I recently was asked to make a picture frame for someone’s parent’s 50th Anniversary. (Congrats to the wonderful couple!) The only requirement was to use gold in the design. I decided to use both black glass with gold iridescence from Bullseye as well as gold mica powder.
True to any project I do, I learn a lot and usually have to do things twice before I am happy. I started by making the corners of the frame. I cut templates for the 50th, Hearts and Wedding Bells out of cardboard and taped them to 2 inch squares of black glass. Then I lightly brushed on a glass glue and sifted the mica onto the glue. After they dried, I removed the cardboard templates. Some spots were well, “spotty”, so I mixed some mica with the glue and used a paint brush to touch things up.
In order to remove extraneous mica powder I used Q-tips and water and basically cleaned up the edges of my design and removed excess mica that had fallen anywhere on the black glass it didn’t belong. I then fired the squares to 1275 degrees F. I guess I didn’t examine them carefully enough as they looked fine at a quick glance, and in general the squares looked good although the mica was somewhat muted.
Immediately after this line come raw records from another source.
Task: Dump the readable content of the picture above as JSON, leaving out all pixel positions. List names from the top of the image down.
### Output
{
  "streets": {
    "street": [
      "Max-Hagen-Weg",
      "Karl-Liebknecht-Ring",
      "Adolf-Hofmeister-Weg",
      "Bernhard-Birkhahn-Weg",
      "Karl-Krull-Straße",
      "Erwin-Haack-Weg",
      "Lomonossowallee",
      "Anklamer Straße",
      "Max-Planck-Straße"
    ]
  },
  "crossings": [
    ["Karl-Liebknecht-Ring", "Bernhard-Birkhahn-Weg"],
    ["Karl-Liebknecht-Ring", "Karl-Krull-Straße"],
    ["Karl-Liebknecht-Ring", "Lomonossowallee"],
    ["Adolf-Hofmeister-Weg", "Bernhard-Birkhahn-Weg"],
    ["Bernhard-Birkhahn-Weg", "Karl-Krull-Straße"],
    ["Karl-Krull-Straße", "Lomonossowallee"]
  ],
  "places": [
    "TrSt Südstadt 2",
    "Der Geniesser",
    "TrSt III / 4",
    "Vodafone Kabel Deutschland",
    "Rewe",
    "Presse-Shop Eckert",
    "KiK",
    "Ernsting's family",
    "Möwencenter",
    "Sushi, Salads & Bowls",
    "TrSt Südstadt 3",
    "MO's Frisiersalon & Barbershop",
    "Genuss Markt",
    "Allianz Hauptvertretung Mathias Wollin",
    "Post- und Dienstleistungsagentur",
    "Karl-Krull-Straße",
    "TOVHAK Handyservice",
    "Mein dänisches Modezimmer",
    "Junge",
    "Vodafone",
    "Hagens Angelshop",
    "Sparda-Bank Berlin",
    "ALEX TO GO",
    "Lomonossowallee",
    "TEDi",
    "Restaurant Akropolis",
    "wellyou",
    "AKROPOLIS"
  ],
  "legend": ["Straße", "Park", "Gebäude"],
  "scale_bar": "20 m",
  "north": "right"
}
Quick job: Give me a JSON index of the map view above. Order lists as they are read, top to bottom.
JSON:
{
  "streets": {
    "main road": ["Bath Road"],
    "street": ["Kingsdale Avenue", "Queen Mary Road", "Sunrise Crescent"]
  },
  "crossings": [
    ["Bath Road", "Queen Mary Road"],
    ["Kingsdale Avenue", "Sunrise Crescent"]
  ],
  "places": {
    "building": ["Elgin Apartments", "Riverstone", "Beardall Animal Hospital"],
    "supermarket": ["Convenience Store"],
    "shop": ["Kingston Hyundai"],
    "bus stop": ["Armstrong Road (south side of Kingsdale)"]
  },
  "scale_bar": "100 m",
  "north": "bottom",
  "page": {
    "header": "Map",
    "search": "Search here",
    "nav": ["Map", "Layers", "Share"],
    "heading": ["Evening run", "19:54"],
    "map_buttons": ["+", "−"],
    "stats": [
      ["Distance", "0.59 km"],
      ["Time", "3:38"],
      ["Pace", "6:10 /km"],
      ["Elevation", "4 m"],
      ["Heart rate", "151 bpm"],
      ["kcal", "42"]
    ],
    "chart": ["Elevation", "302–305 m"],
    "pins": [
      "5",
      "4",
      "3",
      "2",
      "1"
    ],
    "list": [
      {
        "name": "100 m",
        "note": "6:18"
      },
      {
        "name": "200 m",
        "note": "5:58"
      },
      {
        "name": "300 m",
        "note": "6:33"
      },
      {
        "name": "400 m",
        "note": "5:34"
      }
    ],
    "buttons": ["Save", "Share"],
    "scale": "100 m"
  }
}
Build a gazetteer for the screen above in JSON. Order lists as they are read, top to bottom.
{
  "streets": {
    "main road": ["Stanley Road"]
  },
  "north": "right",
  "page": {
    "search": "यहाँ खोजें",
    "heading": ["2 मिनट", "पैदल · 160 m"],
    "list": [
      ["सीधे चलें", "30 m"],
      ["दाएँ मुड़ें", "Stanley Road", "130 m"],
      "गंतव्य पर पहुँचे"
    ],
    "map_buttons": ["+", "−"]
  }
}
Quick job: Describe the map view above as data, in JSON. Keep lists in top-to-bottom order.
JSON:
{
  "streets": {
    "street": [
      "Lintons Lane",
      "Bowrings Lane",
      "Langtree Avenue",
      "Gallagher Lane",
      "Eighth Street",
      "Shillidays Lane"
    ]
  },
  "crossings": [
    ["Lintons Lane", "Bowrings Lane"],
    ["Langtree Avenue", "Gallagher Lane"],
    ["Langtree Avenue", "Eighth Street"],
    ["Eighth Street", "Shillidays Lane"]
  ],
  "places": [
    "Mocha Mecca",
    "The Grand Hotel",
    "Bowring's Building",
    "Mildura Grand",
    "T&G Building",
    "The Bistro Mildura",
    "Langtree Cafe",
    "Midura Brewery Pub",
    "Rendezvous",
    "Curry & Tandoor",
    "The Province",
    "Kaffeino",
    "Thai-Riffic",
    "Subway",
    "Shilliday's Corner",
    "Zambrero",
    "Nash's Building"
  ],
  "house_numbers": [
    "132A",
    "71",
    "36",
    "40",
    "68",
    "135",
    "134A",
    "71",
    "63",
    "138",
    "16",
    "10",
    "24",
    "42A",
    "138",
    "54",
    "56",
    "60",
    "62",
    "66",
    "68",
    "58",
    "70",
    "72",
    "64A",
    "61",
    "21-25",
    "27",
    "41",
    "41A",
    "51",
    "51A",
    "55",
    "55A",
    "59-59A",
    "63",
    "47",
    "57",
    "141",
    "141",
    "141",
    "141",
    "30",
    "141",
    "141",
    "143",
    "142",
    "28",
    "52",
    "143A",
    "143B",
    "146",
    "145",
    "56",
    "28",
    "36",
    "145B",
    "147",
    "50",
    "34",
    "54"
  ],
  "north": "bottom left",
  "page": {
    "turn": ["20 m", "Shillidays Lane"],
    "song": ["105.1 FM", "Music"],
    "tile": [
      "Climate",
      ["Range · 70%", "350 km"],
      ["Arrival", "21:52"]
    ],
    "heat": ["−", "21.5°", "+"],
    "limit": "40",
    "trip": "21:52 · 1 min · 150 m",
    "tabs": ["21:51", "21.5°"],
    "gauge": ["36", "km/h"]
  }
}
Since my client said her parents were not flashy, muted was fine.
I put all the remaining pieces together for the frame (clear as the base, black glass on top with strips of the black gold iridescence) and fired it to a full fuse. Unfortunately, the corners ended up with streaks of a haze basically where I had done the cleaning. In hindsight I realized that I should not have used tap water (or in my case lake water) to do the cleaning as who knows what chemicals are in the water. So what to do.
I decided to sandblast the frame and of course, since the mica only sticks to the glass it touches and it is really only on the surface, the mica disappeared. Therefore after sandblasting and religiously cleaning the frame, I reapplied the corner designs. This time though I just used a paintbrush rather than sifting to apply the mica and did my clean up of the excess mica powder with Bullseye’s Spartan glass cleaner.
I re-fired to an almost full fuse. The mica corners are actually vibrant where before they had been muted. If I had to guess it is because mica got down into the tiny holes of the sandblasted glass and so there was more mica remaining after the fuse to sparkle.
- For a more vibrant Mica look, apply the mica to sandblasted glass.
- Use distilled water or glass cleaner for the mica clean-up step.
In the end, it turned out very well and I hope her parent’s really love the frame!